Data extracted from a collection

((

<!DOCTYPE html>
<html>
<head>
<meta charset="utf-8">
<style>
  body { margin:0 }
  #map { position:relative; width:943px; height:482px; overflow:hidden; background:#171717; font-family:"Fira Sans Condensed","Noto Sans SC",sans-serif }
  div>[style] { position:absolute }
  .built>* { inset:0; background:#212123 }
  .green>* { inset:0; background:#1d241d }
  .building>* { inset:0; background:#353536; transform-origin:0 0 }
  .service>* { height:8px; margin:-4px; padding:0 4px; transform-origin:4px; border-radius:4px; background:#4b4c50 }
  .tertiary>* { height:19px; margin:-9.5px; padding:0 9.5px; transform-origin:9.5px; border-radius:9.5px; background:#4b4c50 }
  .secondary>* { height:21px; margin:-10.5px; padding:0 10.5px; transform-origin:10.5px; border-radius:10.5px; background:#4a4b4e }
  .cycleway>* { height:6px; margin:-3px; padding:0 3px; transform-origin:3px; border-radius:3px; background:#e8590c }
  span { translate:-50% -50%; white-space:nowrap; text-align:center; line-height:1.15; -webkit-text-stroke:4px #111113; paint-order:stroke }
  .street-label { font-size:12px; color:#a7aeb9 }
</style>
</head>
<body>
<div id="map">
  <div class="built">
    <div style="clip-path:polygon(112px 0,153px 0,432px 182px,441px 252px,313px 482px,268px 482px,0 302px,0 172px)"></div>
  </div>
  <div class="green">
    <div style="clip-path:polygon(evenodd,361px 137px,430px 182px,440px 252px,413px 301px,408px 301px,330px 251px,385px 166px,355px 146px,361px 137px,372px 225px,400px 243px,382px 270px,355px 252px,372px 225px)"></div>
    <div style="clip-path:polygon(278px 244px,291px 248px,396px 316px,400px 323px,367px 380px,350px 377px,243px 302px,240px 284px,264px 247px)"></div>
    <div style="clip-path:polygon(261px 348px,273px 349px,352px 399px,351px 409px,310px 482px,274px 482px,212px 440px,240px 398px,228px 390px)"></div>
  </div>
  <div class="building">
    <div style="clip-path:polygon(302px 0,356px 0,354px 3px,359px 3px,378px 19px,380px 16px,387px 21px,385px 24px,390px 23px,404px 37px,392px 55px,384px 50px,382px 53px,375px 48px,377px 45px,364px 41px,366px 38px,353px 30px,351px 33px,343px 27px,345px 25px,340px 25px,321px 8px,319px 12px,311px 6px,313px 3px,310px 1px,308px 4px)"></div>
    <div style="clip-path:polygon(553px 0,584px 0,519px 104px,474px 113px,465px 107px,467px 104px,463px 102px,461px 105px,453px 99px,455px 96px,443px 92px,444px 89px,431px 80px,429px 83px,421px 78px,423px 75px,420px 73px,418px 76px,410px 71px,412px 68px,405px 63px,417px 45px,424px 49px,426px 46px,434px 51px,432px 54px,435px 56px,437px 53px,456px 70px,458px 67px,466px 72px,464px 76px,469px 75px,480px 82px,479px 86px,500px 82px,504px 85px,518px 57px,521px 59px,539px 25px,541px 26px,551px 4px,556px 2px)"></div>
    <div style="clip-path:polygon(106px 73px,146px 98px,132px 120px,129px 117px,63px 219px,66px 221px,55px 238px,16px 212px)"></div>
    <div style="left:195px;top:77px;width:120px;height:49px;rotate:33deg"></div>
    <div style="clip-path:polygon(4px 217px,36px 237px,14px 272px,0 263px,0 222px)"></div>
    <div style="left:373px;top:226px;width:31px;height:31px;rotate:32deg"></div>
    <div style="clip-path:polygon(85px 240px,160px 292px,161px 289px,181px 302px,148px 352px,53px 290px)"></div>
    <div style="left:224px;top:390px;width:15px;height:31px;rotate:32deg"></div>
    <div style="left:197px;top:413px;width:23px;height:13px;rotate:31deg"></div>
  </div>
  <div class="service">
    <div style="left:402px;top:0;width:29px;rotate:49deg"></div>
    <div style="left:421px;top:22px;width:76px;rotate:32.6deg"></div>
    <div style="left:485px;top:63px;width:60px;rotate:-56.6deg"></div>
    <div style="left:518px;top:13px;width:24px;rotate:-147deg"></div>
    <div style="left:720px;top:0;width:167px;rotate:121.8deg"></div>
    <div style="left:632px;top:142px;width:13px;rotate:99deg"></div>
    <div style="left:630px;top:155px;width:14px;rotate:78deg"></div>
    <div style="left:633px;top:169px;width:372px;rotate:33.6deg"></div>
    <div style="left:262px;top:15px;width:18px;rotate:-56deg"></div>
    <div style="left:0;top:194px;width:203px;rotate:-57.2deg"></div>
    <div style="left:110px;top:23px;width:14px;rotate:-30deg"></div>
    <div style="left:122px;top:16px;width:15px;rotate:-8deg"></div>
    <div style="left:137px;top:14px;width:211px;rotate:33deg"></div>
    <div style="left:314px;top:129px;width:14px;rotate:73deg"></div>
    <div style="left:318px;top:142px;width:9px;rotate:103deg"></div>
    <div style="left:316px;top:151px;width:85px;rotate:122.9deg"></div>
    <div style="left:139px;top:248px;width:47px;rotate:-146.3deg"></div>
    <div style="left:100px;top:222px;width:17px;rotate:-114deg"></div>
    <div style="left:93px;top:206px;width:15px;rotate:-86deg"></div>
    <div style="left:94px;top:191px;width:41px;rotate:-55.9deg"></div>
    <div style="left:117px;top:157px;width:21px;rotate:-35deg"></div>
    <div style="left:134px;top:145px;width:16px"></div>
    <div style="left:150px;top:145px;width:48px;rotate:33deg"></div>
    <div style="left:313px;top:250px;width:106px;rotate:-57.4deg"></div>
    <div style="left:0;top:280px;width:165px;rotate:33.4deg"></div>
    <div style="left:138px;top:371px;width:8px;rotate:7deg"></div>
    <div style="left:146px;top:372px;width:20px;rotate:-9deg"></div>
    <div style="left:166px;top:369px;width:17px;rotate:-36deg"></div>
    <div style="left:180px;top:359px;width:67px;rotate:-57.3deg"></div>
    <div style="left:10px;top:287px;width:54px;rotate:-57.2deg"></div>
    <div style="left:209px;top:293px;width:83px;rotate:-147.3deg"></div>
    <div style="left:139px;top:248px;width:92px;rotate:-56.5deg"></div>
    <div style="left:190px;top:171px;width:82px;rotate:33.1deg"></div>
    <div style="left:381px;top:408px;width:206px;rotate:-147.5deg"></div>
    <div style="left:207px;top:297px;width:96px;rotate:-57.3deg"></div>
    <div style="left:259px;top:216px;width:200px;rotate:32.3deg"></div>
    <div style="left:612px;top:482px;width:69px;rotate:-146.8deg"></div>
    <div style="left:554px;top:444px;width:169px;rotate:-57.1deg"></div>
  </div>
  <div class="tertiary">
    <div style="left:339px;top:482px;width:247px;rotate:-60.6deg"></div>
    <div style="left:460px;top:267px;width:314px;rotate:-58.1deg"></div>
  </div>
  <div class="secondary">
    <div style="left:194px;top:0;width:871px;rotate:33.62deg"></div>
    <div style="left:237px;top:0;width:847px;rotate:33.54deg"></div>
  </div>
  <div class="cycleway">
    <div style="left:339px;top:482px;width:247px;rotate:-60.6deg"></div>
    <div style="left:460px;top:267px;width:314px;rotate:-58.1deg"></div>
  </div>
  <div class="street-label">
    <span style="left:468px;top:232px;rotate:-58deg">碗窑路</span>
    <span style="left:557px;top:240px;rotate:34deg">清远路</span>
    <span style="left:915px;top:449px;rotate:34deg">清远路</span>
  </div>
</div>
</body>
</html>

))
((

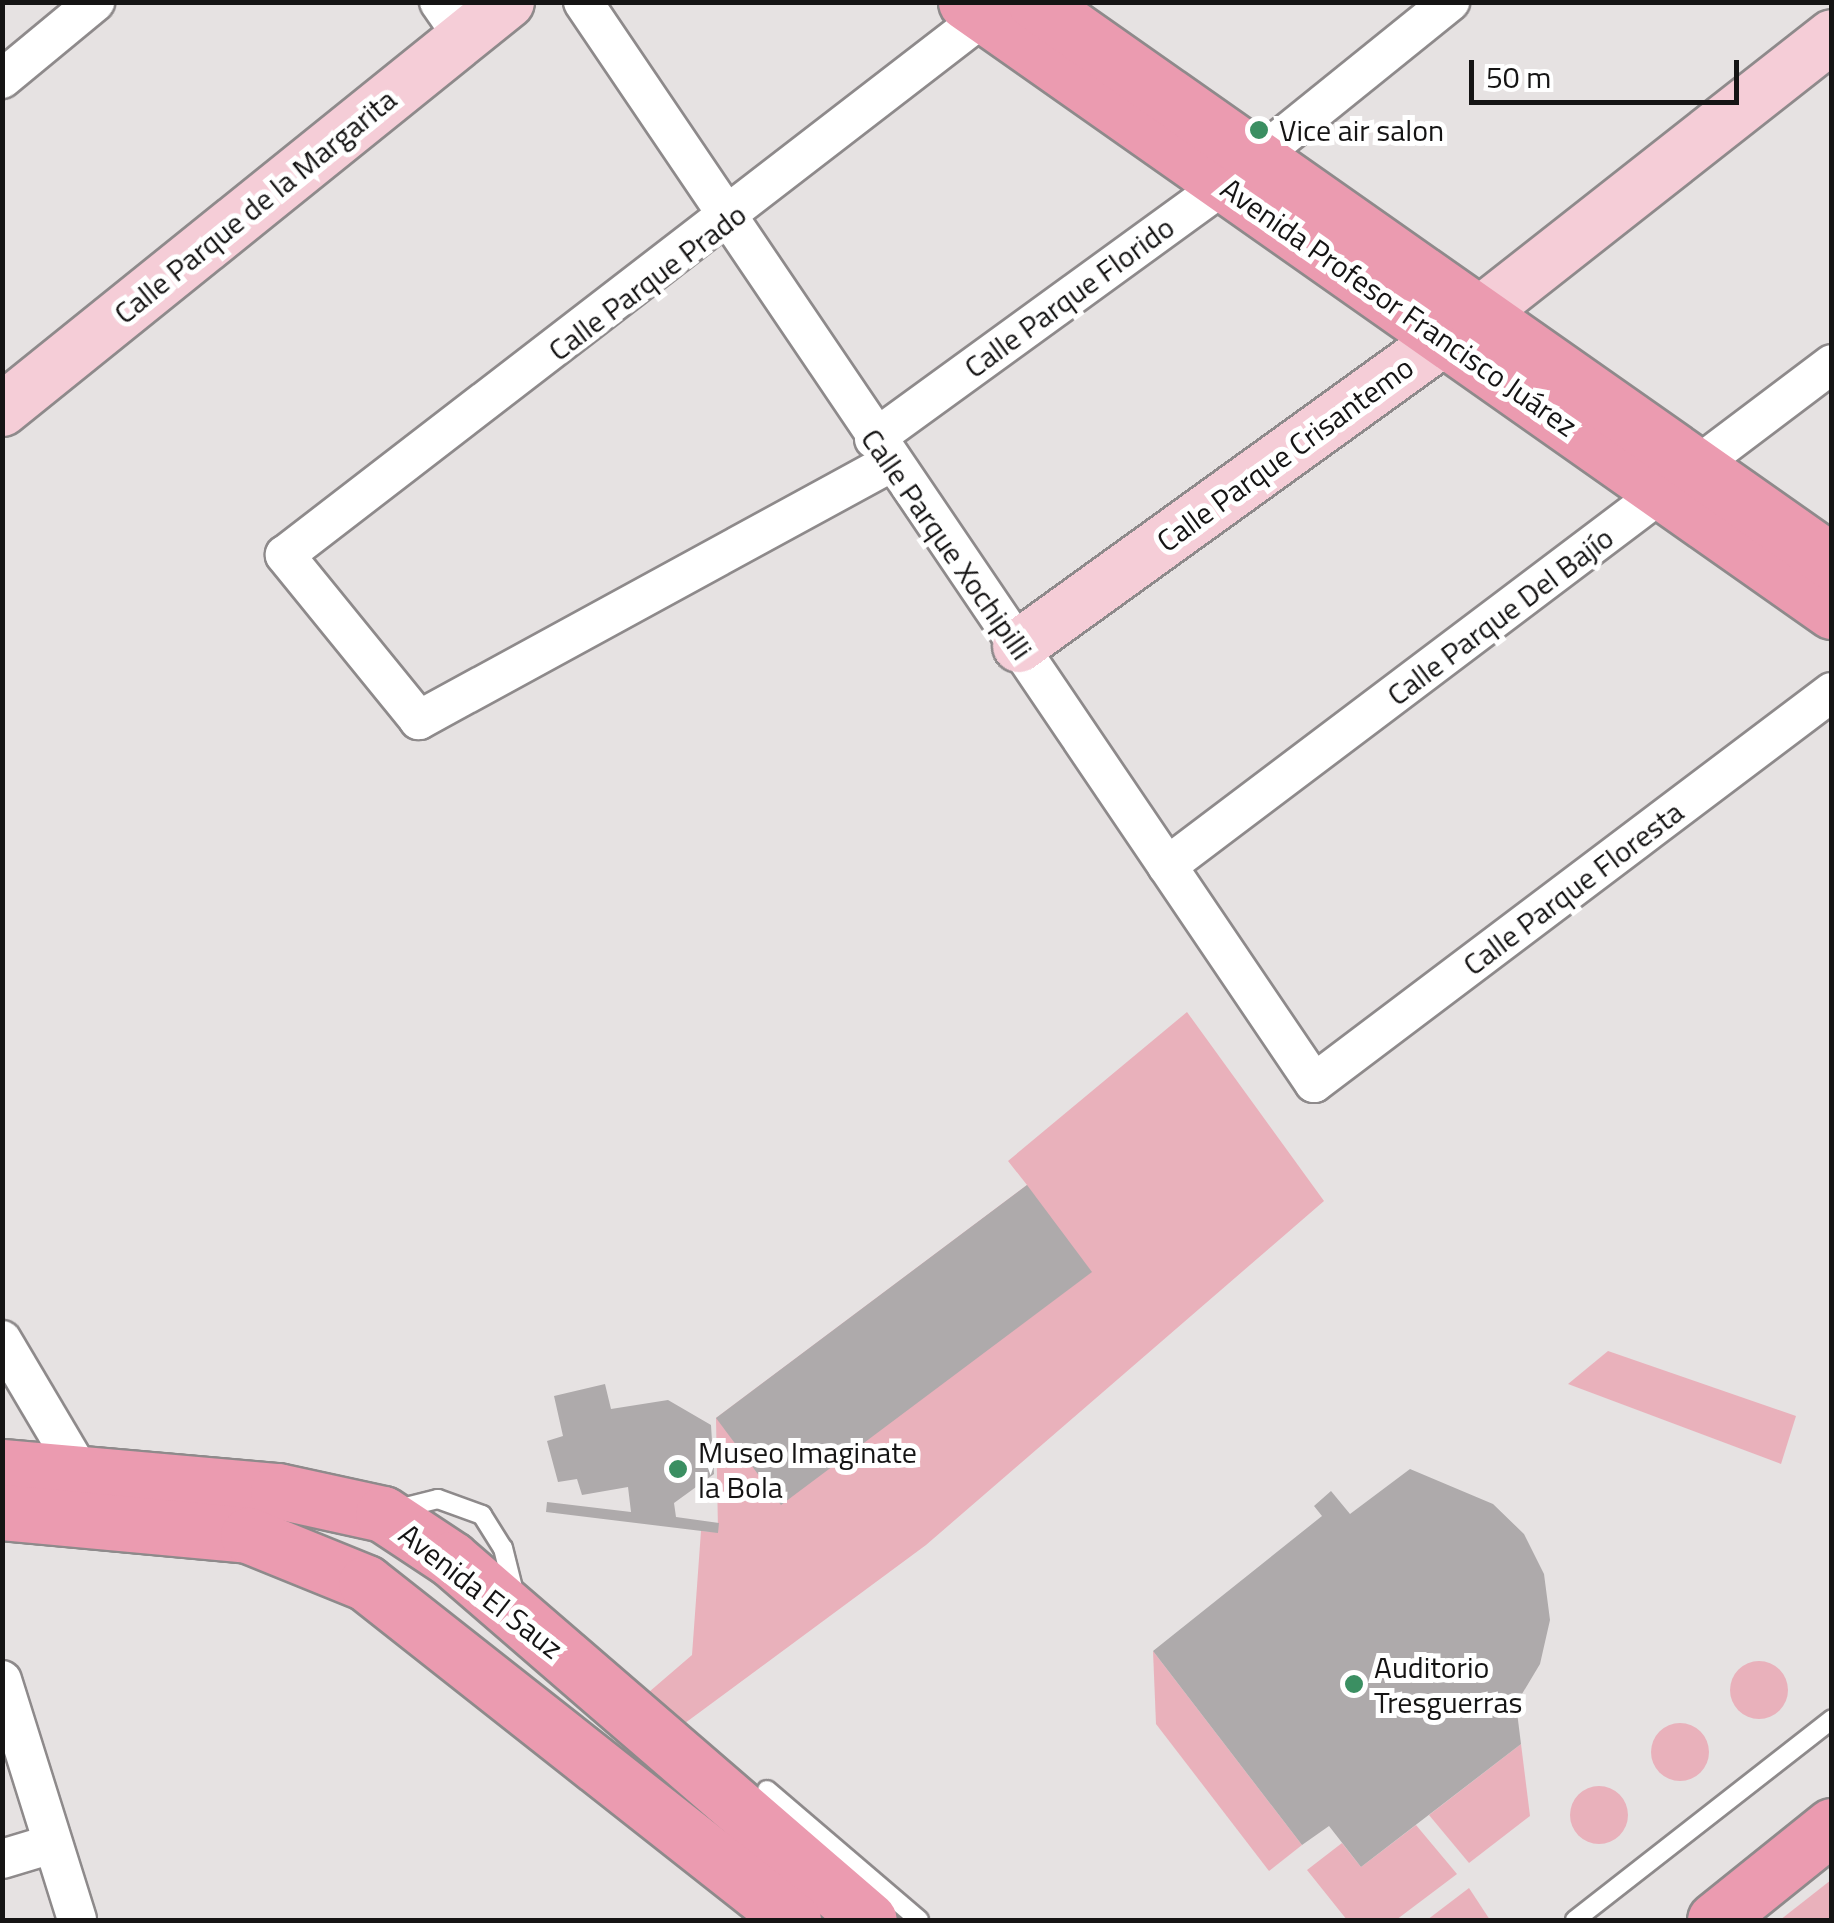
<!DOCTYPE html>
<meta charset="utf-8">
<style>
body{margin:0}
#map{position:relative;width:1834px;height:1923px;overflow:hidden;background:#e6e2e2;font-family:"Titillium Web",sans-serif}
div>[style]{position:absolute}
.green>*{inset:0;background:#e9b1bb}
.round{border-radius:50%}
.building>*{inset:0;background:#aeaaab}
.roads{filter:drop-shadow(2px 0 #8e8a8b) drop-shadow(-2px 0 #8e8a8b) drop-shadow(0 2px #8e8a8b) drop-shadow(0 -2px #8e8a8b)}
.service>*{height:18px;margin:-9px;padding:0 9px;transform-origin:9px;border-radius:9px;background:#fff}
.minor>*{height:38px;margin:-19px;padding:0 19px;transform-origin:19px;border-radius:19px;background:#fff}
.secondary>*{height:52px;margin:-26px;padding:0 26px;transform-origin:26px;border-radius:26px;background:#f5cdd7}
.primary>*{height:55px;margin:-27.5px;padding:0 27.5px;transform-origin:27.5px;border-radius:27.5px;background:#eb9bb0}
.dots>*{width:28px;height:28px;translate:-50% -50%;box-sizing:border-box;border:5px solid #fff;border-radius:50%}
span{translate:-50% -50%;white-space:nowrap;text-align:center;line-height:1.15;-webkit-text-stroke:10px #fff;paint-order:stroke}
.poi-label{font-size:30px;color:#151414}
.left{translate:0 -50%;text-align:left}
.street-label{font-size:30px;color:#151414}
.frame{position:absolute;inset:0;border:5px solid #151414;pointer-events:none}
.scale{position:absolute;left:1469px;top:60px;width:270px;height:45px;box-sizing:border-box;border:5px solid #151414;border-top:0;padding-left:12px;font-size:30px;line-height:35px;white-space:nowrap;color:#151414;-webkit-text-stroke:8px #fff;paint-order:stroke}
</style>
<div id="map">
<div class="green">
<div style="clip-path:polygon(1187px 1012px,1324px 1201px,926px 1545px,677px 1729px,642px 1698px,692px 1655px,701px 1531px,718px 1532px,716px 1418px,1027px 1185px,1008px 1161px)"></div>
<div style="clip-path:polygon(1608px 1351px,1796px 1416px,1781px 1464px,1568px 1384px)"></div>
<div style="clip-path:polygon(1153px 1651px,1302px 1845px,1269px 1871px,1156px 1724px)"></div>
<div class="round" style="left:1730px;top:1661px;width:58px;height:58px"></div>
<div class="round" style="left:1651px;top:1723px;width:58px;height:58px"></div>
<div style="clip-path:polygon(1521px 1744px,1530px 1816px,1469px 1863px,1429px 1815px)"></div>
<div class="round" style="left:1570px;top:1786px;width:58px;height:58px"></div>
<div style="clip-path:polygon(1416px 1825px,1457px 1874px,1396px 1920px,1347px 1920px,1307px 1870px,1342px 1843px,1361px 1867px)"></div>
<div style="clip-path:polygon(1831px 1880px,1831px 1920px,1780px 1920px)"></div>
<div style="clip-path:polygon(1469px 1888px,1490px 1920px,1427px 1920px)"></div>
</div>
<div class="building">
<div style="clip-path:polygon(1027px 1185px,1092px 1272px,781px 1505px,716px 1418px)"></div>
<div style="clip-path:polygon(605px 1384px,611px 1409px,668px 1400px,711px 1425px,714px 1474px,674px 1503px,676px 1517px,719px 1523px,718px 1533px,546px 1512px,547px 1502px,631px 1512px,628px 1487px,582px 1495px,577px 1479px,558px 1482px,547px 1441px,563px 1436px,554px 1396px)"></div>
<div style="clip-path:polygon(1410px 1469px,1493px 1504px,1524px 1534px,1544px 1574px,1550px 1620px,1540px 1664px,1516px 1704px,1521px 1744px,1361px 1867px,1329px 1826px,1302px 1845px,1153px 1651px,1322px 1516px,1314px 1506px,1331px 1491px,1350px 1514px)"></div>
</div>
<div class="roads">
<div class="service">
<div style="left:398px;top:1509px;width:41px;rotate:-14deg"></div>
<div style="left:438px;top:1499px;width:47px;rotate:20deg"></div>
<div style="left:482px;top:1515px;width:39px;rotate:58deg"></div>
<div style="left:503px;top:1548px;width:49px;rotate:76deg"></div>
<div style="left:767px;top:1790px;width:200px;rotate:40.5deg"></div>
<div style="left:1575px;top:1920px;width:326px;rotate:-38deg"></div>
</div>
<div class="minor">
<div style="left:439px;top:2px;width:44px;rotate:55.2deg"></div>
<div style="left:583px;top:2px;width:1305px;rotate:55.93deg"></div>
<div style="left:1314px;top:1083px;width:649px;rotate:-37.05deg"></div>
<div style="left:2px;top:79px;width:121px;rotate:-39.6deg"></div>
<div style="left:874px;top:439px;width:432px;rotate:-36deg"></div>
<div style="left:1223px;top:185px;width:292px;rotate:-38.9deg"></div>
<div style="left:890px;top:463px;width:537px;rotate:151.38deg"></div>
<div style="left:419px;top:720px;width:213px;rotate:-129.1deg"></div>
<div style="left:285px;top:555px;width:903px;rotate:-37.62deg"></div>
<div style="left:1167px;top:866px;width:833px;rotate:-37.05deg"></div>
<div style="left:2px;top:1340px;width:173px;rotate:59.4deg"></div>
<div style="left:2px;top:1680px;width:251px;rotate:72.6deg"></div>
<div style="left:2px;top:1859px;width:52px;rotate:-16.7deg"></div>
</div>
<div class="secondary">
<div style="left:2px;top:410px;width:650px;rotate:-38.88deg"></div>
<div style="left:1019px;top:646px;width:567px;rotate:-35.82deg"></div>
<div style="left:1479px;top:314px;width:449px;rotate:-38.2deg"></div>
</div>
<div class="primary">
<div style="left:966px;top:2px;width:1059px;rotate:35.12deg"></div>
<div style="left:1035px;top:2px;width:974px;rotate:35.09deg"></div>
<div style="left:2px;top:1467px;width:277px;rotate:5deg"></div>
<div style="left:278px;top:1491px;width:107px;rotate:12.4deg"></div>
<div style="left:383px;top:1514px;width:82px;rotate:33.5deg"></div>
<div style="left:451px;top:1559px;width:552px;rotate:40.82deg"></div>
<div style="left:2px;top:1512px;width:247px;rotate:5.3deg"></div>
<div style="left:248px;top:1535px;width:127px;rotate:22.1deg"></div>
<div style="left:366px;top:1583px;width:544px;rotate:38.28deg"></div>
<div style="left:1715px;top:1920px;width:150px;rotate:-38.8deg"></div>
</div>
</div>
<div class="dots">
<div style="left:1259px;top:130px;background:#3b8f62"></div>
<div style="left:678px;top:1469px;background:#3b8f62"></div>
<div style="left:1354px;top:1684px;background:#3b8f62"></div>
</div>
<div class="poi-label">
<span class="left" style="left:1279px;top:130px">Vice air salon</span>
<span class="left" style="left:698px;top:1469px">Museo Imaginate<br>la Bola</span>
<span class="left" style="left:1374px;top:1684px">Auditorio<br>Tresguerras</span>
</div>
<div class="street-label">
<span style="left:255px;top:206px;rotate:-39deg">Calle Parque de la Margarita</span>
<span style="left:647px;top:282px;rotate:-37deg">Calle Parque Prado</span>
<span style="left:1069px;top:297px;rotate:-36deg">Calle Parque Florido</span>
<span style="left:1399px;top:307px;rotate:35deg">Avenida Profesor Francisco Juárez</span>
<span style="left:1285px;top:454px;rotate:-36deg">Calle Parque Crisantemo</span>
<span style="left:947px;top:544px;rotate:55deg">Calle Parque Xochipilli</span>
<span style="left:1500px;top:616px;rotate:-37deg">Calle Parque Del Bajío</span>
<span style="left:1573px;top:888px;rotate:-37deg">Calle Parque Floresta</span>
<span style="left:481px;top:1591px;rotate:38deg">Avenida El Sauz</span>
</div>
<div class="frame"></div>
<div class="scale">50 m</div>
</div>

))

-- Task details --
For the word "serif", state how many lines of the entries contain it, with nothing else.

-- Answer below --
2